G protein-coupled receptors (GPCRs) form the largest family of membrane-protein receptors and drug targets. With over 800 different family members in humans, GPCRs regulate diverse intracellular signalling cascades in different cell types, tissues and organ systems. Whilst GPCRs sense a plethora of environmental stimuli, the appropriate cellular response is primarily triggered by binding to four major Gα protein families encoded by 16 human genes. Therefore, the selective coupling of a ligand-activated GPCRs to appropriate Gα proteins is critical for signal transduction. Despite considerable progress studying individual receptor-G protein complexes, determining the molecular basis of selective binding has been a challenging problem. Recent research spearheaded by Tilman Flock in Madan Babu’s group in the LMB’s Structural Studies Division, in collaboration with David Gloriam’s group at the University of Copenhagen, shows the molecular details of how different GPCRs selectively activate distinct G proteins to trigger specific signalling pathways.
The team has revealed a ‘selectivity barcode’ (i.e. patterns of amino acids) on different G proteins. These barcodes are selectively recognised by distinct GPCRs. Using ancestral reconstruction of the evolutionary history of GPCRs and large sequence alignments made by Balaji Santhanam at the LMB, the team found that different receptors have evolved unique solutions to read the G protein barcodes. In other words, the different receptors appear to use different sequence patterns to read the same barcode on the G protein. This has striking analogy to a complex system of multiple keys and locks, where GPCRs are keys and the G proteins are locks that open different doors – the signalling pathways. The pattern of grooves and ridges on the lock, the G protein interface, allows the design of different keys that open the same lock. Thus, while the G proteins have been conserved throughout evolution, new organism-specific GPCRs have dynamically evolved to couple to an existing G protein and trigger specific signalling pathways. These findings are highly significant as they explain how such a protein interaction interface could have facilitated the rapid evolution of the GPCR signalling system and contributed to organismal complexity by allowing cells to respond to different stimuli and thereby permitting adaptation to diverse environments.

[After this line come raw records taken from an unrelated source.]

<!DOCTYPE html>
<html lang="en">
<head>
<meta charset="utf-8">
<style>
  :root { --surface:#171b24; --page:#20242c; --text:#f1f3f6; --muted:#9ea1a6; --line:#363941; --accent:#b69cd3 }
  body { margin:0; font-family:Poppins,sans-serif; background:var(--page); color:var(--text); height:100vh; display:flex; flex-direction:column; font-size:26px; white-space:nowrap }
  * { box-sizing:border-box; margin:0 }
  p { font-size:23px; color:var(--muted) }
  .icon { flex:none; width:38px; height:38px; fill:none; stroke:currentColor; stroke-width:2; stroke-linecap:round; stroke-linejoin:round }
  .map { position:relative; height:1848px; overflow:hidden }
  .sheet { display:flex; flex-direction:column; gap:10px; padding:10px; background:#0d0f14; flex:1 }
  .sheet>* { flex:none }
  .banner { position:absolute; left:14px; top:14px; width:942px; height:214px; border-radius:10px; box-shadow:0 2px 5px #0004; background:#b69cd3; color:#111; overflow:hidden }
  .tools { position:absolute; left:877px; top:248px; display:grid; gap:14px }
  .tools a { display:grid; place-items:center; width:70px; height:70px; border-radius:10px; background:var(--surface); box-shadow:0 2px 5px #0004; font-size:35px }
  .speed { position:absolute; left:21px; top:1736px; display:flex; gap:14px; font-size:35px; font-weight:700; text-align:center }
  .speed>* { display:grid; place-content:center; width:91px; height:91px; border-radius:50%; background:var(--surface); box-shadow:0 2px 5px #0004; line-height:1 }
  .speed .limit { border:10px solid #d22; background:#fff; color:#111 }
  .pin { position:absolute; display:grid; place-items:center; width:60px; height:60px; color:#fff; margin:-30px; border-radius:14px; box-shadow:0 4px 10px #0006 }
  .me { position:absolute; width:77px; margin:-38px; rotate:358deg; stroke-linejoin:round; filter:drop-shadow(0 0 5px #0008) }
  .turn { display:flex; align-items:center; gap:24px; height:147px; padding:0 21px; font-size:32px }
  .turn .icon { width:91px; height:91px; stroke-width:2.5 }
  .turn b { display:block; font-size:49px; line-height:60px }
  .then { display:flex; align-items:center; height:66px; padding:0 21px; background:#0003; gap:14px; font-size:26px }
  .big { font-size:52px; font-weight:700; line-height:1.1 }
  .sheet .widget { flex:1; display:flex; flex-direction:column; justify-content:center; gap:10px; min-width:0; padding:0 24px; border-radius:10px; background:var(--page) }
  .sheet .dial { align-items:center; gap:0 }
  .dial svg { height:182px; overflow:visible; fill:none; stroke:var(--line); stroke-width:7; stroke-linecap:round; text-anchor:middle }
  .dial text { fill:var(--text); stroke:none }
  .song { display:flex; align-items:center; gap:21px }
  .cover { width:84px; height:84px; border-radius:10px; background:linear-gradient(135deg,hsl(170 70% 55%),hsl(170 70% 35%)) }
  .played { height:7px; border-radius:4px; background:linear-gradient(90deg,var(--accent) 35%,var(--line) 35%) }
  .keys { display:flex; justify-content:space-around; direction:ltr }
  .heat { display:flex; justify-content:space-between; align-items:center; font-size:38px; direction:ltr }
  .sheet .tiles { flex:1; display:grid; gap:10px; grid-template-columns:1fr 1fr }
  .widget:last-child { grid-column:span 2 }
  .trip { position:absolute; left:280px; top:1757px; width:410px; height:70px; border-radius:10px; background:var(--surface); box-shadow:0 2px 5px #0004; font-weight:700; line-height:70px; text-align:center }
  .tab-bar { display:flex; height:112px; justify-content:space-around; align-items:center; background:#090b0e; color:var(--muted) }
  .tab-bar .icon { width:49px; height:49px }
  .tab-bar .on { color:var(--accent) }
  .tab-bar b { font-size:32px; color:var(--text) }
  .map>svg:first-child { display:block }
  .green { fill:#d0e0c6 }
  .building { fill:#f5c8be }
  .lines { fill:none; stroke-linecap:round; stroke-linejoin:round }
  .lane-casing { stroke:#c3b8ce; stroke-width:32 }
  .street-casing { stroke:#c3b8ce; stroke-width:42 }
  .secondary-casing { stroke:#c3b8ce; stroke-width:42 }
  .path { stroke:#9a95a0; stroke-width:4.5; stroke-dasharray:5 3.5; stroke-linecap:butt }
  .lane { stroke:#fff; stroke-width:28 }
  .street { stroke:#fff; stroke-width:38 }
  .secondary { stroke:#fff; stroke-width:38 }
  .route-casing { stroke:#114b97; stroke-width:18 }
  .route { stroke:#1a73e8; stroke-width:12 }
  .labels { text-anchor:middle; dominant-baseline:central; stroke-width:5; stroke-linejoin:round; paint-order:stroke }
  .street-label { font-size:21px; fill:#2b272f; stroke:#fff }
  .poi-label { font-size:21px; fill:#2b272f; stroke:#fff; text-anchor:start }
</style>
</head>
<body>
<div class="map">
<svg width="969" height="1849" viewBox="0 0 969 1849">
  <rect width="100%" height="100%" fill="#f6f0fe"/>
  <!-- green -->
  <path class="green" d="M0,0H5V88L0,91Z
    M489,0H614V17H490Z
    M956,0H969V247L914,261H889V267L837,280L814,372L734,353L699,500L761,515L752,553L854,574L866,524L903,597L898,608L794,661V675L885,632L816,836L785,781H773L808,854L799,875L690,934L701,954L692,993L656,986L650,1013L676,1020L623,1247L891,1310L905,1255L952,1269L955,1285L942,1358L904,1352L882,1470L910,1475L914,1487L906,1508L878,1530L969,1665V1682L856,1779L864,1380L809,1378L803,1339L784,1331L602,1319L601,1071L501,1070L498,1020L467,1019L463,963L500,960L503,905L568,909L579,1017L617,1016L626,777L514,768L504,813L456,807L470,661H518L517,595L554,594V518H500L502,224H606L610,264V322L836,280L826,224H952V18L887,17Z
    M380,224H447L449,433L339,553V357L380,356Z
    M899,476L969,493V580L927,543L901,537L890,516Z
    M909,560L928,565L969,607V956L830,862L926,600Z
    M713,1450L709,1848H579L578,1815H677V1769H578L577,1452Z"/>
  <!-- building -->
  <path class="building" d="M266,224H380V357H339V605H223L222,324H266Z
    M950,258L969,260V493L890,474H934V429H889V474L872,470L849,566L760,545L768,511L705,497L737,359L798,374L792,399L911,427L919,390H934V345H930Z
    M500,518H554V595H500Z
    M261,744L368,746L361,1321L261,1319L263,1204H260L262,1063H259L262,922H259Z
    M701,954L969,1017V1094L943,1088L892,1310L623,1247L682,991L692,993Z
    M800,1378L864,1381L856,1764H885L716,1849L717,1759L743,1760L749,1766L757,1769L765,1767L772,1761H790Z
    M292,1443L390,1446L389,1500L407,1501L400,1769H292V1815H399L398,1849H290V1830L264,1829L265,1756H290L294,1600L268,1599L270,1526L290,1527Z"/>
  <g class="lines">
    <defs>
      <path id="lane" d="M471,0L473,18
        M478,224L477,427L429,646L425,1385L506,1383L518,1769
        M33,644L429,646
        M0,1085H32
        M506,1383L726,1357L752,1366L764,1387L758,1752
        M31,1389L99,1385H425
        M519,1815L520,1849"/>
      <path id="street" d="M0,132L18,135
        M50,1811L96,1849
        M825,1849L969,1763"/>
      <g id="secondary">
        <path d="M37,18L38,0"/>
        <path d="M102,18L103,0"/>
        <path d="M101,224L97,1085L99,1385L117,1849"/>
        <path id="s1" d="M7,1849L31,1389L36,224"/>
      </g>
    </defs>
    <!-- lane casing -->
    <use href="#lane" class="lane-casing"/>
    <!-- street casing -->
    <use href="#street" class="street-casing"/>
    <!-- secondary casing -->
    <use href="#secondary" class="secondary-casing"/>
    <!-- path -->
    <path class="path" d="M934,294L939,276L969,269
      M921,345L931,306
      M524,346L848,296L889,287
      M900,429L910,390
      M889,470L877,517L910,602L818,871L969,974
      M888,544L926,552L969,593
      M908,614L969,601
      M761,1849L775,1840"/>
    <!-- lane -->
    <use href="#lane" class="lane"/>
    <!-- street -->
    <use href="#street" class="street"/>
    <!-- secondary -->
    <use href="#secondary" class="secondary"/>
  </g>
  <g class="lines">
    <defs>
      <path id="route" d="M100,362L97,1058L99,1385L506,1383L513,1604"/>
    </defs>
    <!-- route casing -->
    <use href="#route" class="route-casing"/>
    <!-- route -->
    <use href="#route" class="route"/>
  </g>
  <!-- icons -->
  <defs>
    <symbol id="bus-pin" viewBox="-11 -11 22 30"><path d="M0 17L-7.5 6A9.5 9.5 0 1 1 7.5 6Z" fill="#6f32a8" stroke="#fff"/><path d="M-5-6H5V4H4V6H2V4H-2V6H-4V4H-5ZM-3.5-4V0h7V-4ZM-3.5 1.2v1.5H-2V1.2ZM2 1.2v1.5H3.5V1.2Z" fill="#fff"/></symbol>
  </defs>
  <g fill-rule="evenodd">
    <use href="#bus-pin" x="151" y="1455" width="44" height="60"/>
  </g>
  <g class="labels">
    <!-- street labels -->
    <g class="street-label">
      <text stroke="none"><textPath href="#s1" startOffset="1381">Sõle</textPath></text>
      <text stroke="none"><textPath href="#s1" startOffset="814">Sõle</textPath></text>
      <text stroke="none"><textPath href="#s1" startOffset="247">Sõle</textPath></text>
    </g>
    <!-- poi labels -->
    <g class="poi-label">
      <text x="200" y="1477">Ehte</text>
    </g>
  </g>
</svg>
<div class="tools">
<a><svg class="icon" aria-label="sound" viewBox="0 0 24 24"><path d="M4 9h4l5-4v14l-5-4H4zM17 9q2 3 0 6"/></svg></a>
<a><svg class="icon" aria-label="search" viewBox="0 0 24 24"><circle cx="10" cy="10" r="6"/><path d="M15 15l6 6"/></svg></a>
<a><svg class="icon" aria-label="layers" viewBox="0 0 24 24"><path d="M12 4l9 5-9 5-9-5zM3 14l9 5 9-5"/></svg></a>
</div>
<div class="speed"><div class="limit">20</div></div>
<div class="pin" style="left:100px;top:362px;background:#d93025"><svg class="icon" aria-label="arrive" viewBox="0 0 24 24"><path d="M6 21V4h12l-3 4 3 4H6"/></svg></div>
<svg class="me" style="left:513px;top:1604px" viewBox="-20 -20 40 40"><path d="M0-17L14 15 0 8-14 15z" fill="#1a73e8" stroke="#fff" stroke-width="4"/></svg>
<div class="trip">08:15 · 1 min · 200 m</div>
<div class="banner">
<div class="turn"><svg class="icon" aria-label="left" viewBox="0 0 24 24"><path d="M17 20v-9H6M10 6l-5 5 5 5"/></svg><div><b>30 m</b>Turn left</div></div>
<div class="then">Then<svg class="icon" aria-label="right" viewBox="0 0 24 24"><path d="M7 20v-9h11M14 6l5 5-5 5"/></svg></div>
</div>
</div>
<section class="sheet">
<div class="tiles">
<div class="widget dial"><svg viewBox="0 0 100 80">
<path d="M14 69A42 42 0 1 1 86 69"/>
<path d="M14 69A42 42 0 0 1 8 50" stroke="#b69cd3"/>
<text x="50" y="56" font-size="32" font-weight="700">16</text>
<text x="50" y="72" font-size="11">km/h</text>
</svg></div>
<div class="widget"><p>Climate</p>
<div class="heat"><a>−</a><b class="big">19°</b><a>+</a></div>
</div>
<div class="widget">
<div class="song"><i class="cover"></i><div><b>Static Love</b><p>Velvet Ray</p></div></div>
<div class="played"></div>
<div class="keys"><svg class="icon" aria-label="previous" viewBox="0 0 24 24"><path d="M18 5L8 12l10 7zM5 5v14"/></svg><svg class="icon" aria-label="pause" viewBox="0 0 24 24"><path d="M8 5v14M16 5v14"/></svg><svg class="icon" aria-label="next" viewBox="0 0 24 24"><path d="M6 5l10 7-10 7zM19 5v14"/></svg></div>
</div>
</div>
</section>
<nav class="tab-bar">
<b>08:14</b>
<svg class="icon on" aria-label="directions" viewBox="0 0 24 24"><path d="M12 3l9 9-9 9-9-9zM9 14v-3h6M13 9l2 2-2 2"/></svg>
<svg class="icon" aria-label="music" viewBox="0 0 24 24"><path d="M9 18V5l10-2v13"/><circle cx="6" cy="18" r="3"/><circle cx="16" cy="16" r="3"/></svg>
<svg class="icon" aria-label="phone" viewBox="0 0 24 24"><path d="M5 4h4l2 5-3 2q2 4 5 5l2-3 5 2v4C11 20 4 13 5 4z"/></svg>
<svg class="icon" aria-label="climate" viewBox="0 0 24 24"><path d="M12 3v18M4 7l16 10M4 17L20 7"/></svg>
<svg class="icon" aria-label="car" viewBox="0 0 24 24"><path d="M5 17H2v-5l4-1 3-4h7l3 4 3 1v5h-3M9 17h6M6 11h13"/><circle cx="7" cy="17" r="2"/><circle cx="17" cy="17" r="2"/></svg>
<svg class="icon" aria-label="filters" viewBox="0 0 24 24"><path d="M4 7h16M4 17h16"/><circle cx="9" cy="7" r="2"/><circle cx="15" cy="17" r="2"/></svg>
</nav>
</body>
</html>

GPCR-mediated signalling pathways are important for a broad range of processes such as regulation of the immune system, neurotransmission, vision, taste, and smell. Misregulation of GPCR signalling causes a number of diseases, ranging from cancer and infertility, to various inherited endocrine disorders. Currently, 30% of all prescribed drugs on the market target GPCR signalling. The findings from this work, along with an extensive web resource within the GPCRdb community database that was developed by Alexander Hauser in Gloriam’s group, will serve as a roadmap for scientists from diverse research areas. This research provides a molecular understanding of how GPCR drugs act and could help to design drugs with fewer side effects. It also lays the foundation to study selectivity of different human receptors.
The work was funded by the MRC, the Boehringer Ingelheim Fond, European Research Council, the Lundbeck Foundation, Fitzwilliam College, University of Cambridge and a Lister Institute Research Prize.